ACTIVITY: In the records below, find the line containing "ctx.strokeStyle = color;" and the line containing "ctx.textAlign = isNaN(turn)"; please repeat exactly the lines from one to the other, both included, and nothing more.

※ ※ ※

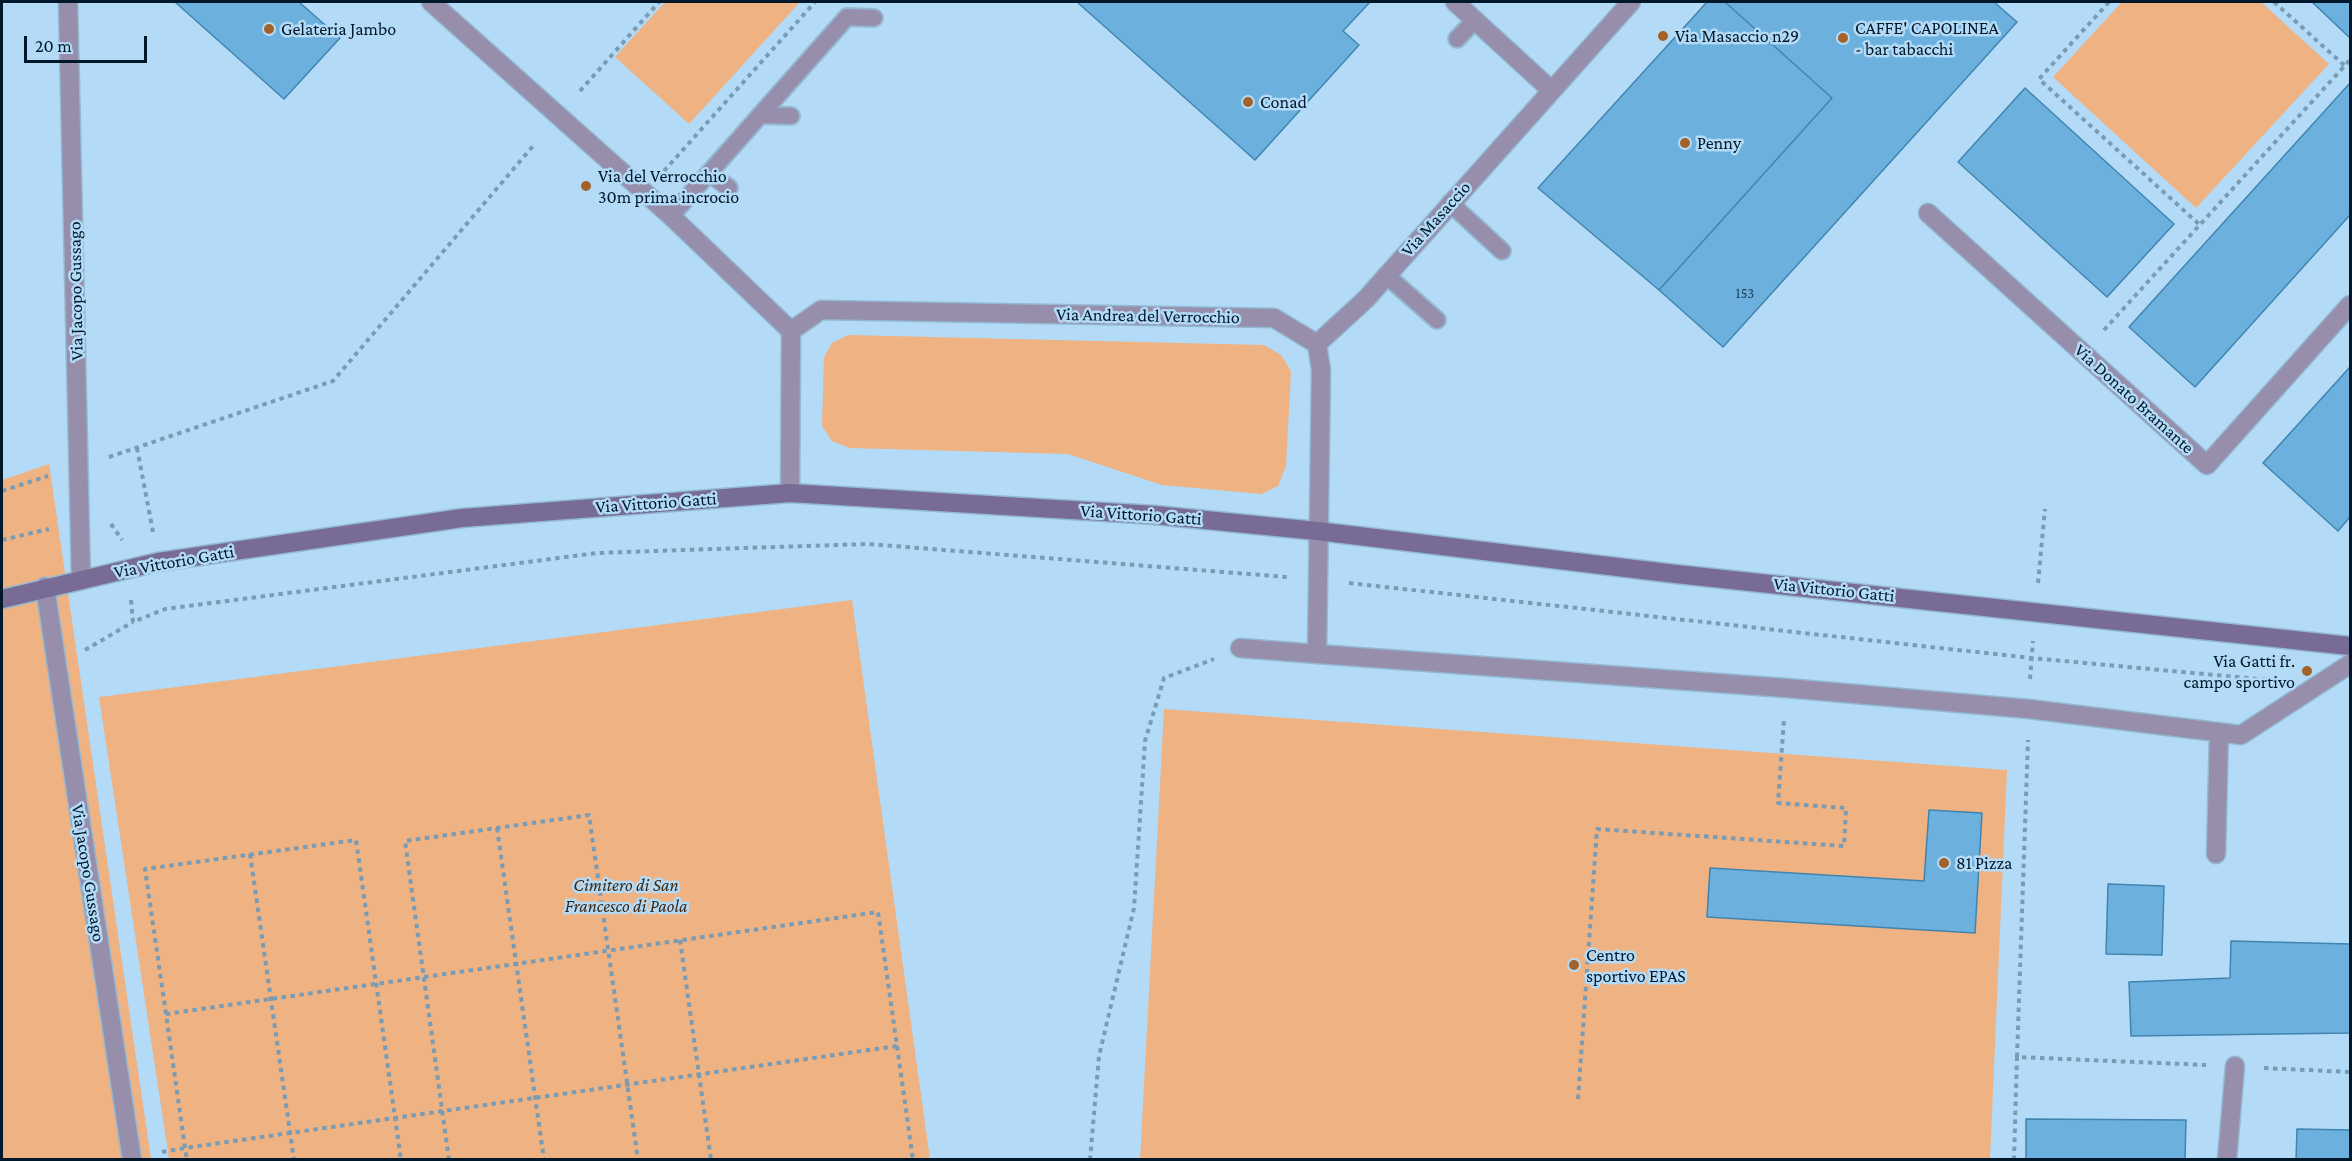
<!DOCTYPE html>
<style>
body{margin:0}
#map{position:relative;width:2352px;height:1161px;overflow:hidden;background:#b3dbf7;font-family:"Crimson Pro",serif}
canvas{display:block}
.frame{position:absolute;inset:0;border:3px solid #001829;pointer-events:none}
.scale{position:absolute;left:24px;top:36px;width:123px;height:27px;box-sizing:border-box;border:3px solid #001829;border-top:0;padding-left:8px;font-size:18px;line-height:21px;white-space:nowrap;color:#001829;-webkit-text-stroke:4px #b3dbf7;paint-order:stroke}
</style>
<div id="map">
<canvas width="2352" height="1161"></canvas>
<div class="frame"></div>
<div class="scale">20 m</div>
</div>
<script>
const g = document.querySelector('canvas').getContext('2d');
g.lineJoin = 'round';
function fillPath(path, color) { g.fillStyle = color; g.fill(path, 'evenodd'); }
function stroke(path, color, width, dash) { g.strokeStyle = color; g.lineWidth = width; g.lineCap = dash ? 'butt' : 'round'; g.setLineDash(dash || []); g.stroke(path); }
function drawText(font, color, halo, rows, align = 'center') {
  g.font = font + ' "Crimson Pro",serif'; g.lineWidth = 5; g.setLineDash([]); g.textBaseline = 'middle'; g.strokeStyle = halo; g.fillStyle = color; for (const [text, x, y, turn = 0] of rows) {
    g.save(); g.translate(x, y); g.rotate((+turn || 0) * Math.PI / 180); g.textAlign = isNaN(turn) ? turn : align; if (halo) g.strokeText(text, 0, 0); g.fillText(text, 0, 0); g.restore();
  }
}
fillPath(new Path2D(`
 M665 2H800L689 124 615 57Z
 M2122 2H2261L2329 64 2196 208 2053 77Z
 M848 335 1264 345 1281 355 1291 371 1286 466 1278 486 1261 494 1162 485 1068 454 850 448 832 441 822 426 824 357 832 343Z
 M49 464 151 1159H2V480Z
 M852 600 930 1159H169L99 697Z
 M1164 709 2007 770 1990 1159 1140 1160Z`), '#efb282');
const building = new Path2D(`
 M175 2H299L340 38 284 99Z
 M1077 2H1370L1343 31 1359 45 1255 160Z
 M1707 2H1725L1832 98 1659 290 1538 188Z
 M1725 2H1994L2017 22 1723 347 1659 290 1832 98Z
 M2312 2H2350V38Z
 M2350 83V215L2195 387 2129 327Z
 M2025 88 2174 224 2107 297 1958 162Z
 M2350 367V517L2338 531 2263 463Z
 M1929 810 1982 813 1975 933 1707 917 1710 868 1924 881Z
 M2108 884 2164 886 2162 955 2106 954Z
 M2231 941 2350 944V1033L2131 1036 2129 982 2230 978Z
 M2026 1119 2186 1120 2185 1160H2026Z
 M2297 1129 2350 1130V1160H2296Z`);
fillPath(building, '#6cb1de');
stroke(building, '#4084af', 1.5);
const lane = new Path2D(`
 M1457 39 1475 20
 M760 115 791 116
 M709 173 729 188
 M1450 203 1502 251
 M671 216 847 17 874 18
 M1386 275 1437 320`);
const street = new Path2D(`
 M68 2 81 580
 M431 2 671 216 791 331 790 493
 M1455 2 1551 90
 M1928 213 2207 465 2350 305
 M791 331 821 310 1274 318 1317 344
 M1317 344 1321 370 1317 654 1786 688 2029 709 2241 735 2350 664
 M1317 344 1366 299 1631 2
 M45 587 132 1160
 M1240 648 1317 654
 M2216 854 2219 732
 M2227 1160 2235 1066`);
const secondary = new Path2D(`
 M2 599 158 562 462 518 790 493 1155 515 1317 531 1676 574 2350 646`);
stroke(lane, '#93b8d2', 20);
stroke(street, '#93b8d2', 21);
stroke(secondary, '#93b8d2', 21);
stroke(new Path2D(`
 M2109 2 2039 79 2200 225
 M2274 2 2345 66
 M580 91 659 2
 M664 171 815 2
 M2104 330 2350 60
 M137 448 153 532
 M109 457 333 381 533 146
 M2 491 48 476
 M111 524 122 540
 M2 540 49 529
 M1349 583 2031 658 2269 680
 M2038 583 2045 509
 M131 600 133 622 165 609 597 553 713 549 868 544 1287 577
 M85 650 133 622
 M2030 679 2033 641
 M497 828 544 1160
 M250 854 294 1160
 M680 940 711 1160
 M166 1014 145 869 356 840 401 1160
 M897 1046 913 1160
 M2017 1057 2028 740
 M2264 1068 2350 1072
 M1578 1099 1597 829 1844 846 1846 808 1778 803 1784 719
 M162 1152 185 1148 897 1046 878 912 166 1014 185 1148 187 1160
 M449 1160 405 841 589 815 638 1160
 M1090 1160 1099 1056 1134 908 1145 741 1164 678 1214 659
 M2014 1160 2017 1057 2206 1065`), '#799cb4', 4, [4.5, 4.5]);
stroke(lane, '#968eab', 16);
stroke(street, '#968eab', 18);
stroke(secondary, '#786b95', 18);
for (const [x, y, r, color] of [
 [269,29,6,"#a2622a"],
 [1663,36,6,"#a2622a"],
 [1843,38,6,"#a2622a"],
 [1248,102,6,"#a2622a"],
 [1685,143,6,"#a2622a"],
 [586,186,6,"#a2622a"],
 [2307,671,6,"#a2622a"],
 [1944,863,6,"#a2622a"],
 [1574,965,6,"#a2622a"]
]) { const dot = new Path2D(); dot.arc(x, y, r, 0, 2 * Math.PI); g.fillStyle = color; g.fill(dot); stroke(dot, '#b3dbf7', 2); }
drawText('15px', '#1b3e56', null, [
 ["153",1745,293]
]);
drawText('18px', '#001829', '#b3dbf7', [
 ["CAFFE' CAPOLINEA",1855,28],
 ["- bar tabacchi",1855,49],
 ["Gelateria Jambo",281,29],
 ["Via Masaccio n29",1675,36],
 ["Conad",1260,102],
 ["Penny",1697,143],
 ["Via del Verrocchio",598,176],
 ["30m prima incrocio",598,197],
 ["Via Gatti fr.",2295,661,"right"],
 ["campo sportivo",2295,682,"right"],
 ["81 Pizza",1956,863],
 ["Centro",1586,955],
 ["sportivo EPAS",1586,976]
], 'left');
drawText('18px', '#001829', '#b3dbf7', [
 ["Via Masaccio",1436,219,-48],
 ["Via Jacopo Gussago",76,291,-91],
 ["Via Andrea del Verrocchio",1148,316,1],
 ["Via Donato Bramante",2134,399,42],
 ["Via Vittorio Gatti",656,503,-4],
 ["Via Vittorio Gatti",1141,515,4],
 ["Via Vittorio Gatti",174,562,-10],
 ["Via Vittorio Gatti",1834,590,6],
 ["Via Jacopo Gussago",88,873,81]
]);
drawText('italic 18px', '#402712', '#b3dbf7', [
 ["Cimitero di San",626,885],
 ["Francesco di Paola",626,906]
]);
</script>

※ ※ ※

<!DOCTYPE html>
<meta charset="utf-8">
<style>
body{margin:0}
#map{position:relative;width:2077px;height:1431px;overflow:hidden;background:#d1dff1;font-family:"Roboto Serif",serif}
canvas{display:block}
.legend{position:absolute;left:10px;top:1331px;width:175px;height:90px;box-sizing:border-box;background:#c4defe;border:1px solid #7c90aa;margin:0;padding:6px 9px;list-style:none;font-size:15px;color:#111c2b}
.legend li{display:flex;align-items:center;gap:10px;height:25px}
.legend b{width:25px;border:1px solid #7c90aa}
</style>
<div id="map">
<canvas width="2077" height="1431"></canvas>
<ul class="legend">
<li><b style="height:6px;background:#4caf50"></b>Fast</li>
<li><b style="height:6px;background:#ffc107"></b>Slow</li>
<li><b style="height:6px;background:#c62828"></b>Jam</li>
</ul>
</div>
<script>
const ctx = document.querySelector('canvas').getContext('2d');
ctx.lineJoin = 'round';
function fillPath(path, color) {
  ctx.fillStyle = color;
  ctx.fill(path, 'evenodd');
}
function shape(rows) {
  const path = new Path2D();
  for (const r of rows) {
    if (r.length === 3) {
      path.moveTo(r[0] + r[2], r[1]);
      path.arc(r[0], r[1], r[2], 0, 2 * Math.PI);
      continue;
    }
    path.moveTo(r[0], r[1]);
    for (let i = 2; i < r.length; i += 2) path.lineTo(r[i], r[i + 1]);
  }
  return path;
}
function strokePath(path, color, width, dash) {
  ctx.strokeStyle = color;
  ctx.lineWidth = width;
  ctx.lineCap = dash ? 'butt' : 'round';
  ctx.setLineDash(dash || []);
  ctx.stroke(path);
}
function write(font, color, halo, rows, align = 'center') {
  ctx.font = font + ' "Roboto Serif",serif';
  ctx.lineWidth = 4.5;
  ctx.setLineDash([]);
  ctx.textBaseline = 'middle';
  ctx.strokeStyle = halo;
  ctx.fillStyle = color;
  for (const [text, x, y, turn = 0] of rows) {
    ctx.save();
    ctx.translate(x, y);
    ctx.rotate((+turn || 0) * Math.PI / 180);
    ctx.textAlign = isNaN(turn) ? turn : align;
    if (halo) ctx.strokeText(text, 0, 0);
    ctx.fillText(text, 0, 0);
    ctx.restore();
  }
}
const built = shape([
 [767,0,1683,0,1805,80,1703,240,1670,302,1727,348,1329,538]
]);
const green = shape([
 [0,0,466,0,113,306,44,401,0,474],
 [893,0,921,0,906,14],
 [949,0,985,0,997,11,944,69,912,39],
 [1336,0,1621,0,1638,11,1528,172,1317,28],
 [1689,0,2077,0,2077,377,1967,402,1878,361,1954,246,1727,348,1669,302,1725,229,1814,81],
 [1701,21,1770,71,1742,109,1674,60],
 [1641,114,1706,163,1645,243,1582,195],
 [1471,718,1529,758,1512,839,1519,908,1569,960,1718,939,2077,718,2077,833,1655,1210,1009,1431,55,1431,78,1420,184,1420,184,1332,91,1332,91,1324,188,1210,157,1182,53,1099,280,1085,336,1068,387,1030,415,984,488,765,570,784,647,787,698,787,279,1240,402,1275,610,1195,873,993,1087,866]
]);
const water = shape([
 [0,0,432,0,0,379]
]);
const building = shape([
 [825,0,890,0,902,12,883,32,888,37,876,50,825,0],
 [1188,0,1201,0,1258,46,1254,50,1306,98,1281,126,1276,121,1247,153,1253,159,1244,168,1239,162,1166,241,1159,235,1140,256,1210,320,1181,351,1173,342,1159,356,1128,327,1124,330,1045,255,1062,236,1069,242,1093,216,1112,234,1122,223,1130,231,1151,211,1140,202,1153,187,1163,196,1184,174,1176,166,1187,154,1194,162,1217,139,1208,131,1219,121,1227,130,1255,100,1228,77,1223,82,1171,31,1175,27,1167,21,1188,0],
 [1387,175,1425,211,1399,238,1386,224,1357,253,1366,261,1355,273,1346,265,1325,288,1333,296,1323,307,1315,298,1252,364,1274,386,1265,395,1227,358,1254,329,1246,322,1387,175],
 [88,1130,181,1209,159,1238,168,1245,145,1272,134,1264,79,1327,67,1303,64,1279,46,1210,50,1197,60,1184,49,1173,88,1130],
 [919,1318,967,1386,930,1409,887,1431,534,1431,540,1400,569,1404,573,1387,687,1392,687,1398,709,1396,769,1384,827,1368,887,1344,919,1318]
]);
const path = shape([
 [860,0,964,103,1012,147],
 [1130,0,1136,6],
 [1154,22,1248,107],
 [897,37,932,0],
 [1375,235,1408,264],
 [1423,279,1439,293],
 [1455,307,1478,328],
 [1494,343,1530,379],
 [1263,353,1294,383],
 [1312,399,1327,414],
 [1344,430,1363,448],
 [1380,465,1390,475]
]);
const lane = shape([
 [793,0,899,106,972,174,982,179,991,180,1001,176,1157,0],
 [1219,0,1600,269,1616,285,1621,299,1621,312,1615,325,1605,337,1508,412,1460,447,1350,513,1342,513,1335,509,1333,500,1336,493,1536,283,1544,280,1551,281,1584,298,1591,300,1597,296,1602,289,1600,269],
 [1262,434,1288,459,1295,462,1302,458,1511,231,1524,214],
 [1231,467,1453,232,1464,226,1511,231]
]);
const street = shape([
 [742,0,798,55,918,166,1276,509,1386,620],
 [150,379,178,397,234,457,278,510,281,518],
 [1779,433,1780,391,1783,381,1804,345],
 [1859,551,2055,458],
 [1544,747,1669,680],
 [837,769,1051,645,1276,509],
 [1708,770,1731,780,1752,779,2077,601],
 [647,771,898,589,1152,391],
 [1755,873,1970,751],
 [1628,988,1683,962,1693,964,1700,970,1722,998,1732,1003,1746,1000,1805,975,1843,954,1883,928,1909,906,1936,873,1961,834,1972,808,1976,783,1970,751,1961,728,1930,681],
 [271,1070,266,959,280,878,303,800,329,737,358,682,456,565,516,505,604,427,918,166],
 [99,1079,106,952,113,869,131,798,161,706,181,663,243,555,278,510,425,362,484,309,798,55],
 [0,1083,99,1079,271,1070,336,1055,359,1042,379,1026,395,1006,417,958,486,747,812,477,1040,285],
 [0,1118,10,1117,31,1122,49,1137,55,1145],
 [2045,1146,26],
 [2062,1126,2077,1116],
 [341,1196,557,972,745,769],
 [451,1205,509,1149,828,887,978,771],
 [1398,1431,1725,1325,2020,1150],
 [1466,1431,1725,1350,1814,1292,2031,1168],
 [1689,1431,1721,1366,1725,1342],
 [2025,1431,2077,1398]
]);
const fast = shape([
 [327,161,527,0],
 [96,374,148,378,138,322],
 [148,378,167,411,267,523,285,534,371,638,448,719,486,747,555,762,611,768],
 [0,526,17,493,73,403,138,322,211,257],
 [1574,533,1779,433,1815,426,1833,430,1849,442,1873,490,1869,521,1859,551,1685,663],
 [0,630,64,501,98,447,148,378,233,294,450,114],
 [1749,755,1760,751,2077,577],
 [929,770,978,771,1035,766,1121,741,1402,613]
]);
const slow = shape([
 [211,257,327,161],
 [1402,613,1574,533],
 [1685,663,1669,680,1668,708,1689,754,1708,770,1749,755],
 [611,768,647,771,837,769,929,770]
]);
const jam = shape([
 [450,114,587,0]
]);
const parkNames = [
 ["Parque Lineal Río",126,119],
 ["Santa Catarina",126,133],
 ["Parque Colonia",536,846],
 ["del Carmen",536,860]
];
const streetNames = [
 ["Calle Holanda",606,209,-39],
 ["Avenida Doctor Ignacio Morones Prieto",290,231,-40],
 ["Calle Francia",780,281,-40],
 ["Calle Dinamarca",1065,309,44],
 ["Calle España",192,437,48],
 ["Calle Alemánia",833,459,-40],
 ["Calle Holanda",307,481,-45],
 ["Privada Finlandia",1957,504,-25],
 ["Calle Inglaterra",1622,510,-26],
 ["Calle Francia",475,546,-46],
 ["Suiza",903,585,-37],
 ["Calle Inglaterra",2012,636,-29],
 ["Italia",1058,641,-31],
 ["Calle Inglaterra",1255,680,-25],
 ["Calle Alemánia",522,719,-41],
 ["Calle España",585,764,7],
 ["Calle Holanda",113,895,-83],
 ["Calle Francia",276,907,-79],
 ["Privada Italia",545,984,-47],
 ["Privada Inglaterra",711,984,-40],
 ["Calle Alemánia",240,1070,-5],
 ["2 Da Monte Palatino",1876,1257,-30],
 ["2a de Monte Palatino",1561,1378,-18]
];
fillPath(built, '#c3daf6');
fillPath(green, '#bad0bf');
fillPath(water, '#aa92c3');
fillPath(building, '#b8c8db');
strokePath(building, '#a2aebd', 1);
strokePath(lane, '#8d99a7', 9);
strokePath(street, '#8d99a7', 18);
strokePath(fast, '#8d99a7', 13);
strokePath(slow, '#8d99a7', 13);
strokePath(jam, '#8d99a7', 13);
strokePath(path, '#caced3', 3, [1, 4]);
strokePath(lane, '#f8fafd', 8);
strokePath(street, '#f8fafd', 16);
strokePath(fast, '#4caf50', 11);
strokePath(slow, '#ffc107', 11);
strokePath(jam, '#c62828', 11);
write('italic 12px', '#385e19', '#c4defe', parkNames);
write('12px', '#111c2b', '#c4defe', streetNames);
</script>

※ ※ ※

WRITTEN RESPONSE:
  ctx.strokeStyle = color;
  ctx.lineWidth = width;
  ctx.lineCap = dash ? 'butt' : 'round';
  ctx.setLineDash(dash || []);
  ctx.stroke(path);
}
function write(font, color, halo, rows, align = 'center') {
  ctx.font = font + ' "Roboto Serif",serif';
  ctx.lineWidth = 4.5;
  ctx.setLineDash([]);
  ctx.textBaseline = 'middle';
  ctx.strokeStyle = halo;
  ctx.fillStyle = color;
  for (const [text, x, y, turn = 0] of rows) {
    ctx.save();
    ctx.translate(x, y);
    ctx.rotate((+turn || 0) * Math.PI / 180);
    ctx.textAlign = isNaN(turn) ? turn : align;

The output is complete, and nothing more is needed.